A structured set of objections, weighed in public.

Desk editor's note, referee report, simulated authors' rebuttal, and a circularity audit. Tearing a paper down is the easy half of reading it; the pith above is the substance, this is the friction.

Desk Editor's Note private letter to a colleague

GRPO on SLMs up to 3B shows that lower-difficulty subsets nearly match full-dataset accuracy at ~45% steps, plus a modest GSM8K-to-MATH numeric generalization edge, but the capacity-boundary claim needs tighter separation from reward sparsity effects.

read the letter

The paper's core observation is practical: when GRPO with LoRA is run on small models for GSM8K and MATH, accuracy stops improving much once you move past the easier problems, and training only on the lower-difficulty slice gets you within a few points of the full run while cutting steps roughly in half. The cross-dataset note—that GSM8K-tuned models beat MATH-tuned ones on the numeric subset of MATH by a few points—is also new in this specific GRPO+SLM setting and not just a restatement of earlier preference work.

Referee Report

2 major / 2 minor

Summary. The paper applies GRPO with LoRA to SLMs (up to 3B parameters) on GSM8K and MATH for math reasoning, using difficulty-stratified analysis. It reports accuracy plateaus at higher difficulty levels, indicating a capacity boundary where GRPO reshapes preferences without reliably solving hardest-tier problems. Training on lower-difficulty subsets alone matches full-dataset accuracy across tiers at ~45% training steps, suggesting diminishing returns from hard samples. It also finds GSM8K-trained models outperform MATH-trained ones on numeric MATH subsets (by ~5% at 1.5B, ~3% at 3B) and that gains depend on base-model prior competence and dataset difficulty profile.

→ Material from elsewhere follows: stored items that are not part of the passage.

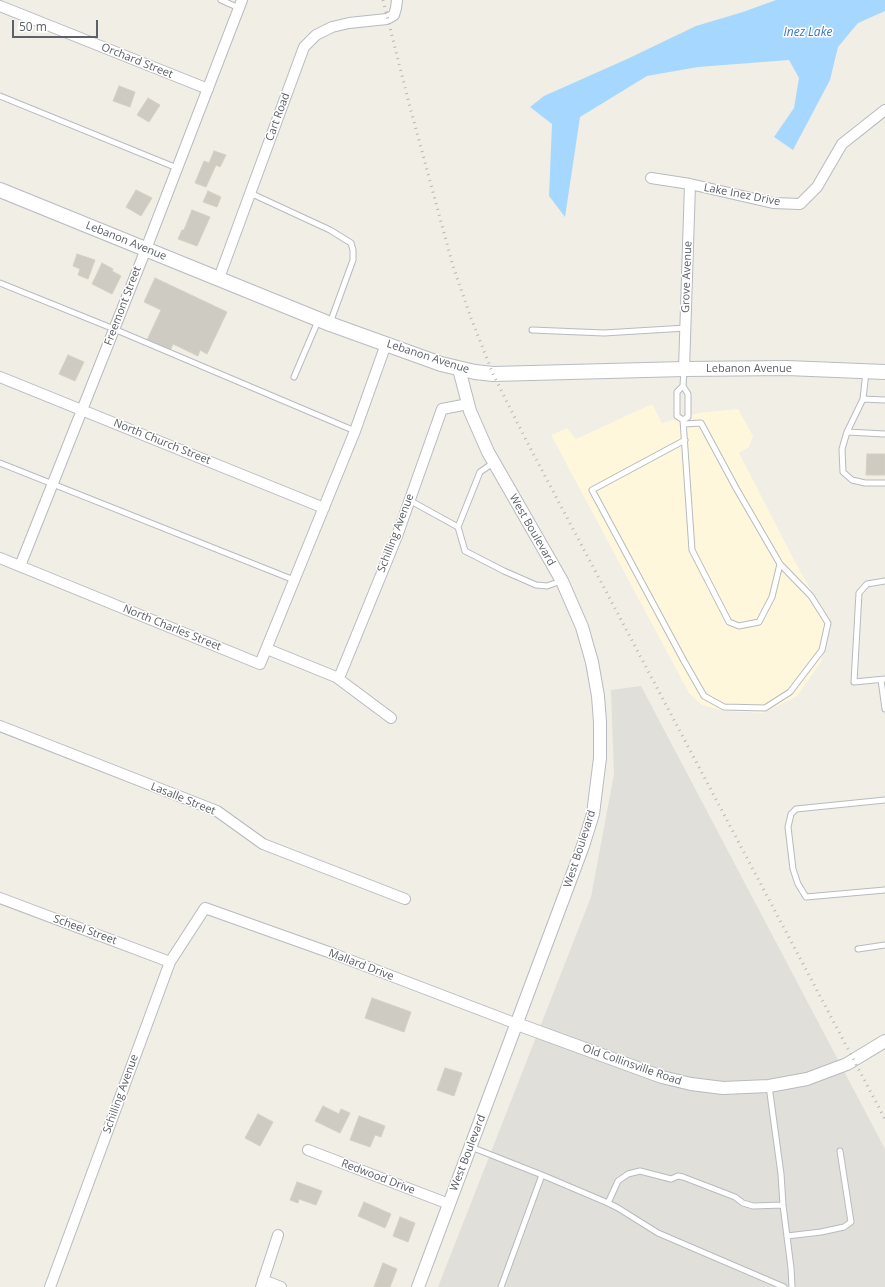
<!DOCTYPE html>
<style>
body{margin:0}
#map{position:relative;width:885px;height:1287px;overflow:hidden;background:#f0eee5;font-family:"Open Sans",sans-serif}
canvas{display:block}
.scale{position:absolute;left:12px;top:20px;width:86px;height:18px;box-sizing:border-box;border:2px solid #5c6167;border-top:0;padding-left:5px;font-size:12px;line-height:14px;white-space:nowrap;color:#5c6167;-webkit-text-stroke:3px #fff;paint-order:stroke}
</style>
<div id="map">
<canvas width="885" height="1287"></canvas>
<div class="scale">50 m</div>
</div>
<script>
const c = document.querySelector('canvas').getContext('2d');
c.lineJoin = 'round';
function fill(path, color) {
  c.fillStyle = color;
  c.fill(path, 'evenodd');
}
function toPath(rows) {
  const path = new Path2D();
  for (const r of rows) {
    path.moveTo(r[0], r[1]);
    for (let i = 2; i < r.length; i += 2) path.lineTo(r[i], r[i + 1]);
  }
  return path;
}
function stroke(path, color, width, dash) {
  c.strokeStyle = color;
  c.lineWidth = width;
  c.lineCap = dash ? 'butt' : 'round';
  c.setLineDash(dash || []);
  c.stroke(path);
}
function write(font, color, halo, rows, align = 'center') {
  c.font = font + ' "Open Sans",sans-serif';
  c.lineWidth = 3;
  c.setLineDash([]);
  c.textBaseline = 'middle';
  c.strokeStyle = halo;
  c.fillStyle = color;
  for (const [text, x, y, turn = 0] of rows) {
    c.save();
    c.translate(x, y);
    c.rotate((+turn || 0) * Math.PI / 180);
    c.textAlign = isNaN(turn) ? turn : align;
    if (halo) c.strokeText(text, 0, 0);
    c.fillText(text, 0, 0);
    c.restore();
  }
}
const commercial = toPath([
 [652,404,662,423,699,413,738,409,753,436,749,447,739,453,793,558,808,585,829,617,831,627,821,662,797,696,764,713,724,711,702,705,689,693,551,435,567,428,576,439]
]);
const industrial = toPath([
 [641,686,885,1149,885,1287,438,1287,591,897,614,774,611,690]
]);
const water = toPath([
 [776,0,885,0,885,11,858,23,838,47,830,80,793,150,774,137,794,108,799,78,789,60,698,67,647,76,580,117,565,217,549,196,552,124,530,107,544,96,625,60,696,26,743,12]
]);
const building = toPath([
 [119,86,135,92,130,107,113,101,119,86],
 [148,98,160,105,149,122,137,115,148,98],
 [214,151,226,155,220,167,216,165,206,187,195,183,204,161,209,163,214,151],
 [136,190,152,198,141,216,126,207,136,190],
 [208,191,221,197,217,207,203,202,208,191],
 [192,210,210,217,197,246,178,239,182,230,184,230,192,210],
 [77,254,95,260,88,279,78,275,80,269,73,266,77,254],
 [102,263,113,269,112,271,121,276,112,294,92,284,102,263],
 [155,278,227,312,207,354,200,350,198,356,173,344,170,351,147,340,161,310,144,302,155,278],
 [68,355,84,362,75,381,59,374,68,355],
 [867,454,885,454,885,475,866,475,867,454],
 [372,998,411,1012,404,1032,365,1018,372,998],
 [445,1068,462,1073,454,1096,437,1090,445,1068],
 [323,1106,339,1114,341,1109,350,1113,340,1133,315,1121,323,1106],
 [258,1114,273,1122,260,1146,245,1138,258,1114],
 [359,1116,385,1126,381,1137,375,1135,370,1147,350,1140,359,1116],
 [297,1182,322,1191,316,1205,299,1199,298,1203,290,1200,297,1182],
 [364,1202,391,1214,385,1228,358,1216,364,1202],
 [400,1217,415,1223,408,1242,393,1236,400,1217],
 [383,1263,397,1269,390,1287,374,1287,383,1263]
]);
const service = toPath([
 [221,0,239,8],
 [0,96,177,168],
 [250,193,330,230,351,243,353,250,353,260,330,323],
 [0,283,114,329,355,431],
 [532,330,604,333,686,328],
 [866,372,863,399,885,400],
 [294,377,318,321],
 [683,386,677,392,677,416,683,420],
 [863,399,847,432,842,449,843,472,852,480,865,483,885,483],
 [683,420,687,478,692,550,729,622,739,626,759,622,772,597,780,564,736,488,701,423,684,424],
 [683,420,688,417,688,394,683,386,684,370],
 [847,432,885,434],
 [685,440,592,490,684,661,704,696,724,707,765,708,790,692,822,650,828,623,811,596,780,564],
 [0,463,294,580],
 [409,500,458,527,480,472,493,463],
 [458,527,465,551,504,571,536,585,547,586,561,581],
 [885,581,867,584,859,593,854,682,885,679],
 [881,680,885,709],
 [885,800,796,809,791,814,788,827,793,869,798,884,806,897,885,890],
 [858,949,885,945],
 [769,1086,781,1174,783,1205,791,1268,792,1287],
 [471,1147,542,1175,608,1203,618,1208,658,1233,784,1287],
 [608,1203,618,1181,628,1174,640,1171,671,1179,678,1176,683,1177,735,1197,743,1203,753,1206,783,1205],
 [787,1236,821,1232,844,1227,851,1222,840,1151],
 [501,1287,542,1175]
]);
const minor = toPath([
 [0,6,208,89],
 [651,178,690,184,773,203,800,204,817,187,842,144,885,110],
 [219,278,304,47,316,35,332,27,349,23,387,19,394,15,396,8,397,0],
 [684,369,690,184],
 [0,377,324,508],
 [0,558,260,664,355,431,386,344],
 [20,566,146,249,242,0],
 [267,649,336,677,391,718],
 [336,677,339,678,397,536,442,409,468,404],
 [0,726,217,811,263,844,405,899],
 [0,898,170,962],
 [308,1150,449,1204],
 [263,1280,281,1287],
 [50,1287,170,962,205,908,334,954,517,1024],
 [261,1287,278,1235]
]);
const tertiary = toPath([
 [517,1024,662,1077,691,1084,723,1088,769,1086,807,1079,847,1064,885,1041],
 [418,1287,583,846,593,814,600,758,600,722,598,696,592,662,582,627,562,581,488,452,470,411,459,369]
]);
const secondary = toPath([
 [0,190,330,324,441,364,475,372,493,374,684,369,787,368,885,372]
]);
const rail = toPath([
 [383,0,410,107,453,266,471,318,493,374,527,442,885,1119]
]);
const streetNames = [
 ["Orchard Street",137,61,22],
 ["Cart Road",278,117,-70],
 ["Lake Inez Drive",742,195,11],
 ["Lebanon Avenue",126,241,22],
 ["Grove Avenue",687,277,-88],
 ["Freemont Street",123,306,-69],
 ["Lebanon Avenue",428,357,18],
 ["Lebanon Avenue",749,369],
 ["North Church Street",162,442,22],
 ["West Boulevard",532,530,60],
 ["Schilling Avenue",396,533,-69],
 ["North Charles Street",172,628,22],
 ["Lasalle Street",183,799,22],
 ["West Boulevard",580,849,-72],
 ["Scheel Street",85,930,20],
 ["Mallard Drive",361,965,21],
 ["Old Collinsville Road",632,1065,19],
 ["Schilling Avenue",121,1094,-70],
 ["West Boulevard",468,1153,-69],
 ["Redwood Drive",378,1177,21]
];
const waterNames = [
 ["Inez Lake",808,33]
];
fill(commercial, '#fff7db');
fill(industrial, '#e1dfd9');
fill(water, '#a6d8ff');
fill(building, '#cecbc3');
stroke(building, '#d6d0c2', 1);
stroke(service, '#b7bbc0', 7);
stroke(minor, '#b7bbc0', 12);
stroke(tertiary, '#b7bbc0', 14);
stroke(secondary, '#b8bcc2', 16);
stroke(service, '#fff', 5);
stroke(minor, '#fff', 10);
stroke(tertiary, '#fff', 12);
stroke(secondary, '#fff', 14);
stroke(rail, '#b6b7b8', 3, [1, 5]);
write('11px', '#5c6167', '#fff', streetNames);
write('italic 12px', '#3777bc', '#fff', waterNames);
</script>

Significance. If the empirical trends hold after addressing potential confounds, the work offers practical guidance for efficient SLM alignment by showing that hard-sample inclusion can yield limited gains beyond a capacity threshold. It contributes to understanding interactions between preference optimization, model scale, and data difficulty in reasoning tasks, with potential to reduce compute in resource-constrained settings.

major comments (2)

[Abstract and experimental results] The headline result that lower-difficulty training matches full-dataset accuracy at ~45% steps (Abstract) is load-bearing for the diminishing-returns claim, yet the manuscript provides no details on statistical tests, variance across runs, or controls for GRPO reward sparsity/exploration limits on hard items. This leaves open whether plateaus reflect capacity boundaries or optimization artifacts (e.g., noisier exact-match signals on MATH hard tier).
[Results on cross-dataset generalization] The cross-dataset generalization claim (GSM8K-trained GRPO exceeding MATH-trained on numeric MATH by 3-5%) requires explicit controls for dataset overlap, numeric-subset definition, and base-model prior competence to be interpretable; without these, the effect size cannot be confidently attributed to training regime rather than confounding factors.

minor comments (2)

[Methods] Define difficulty stratification criteria explicitly for both GSM8K and MATH (e.g., how tiers are binned and verified).
[Figures and tables] Include error bars, run counts, and significance markers on all accuracy plots to support trend claims.

Simulated Author's Rebuttal

2 responses · 0 unresolved

We thank the referee for the constructive feedback on our work examining GRPO tuning limits for small language models on math reasoning tasks. The comments highlight areas where additional rigor and clarity will strengthen the manuscript, and we address each point below with planned revisions.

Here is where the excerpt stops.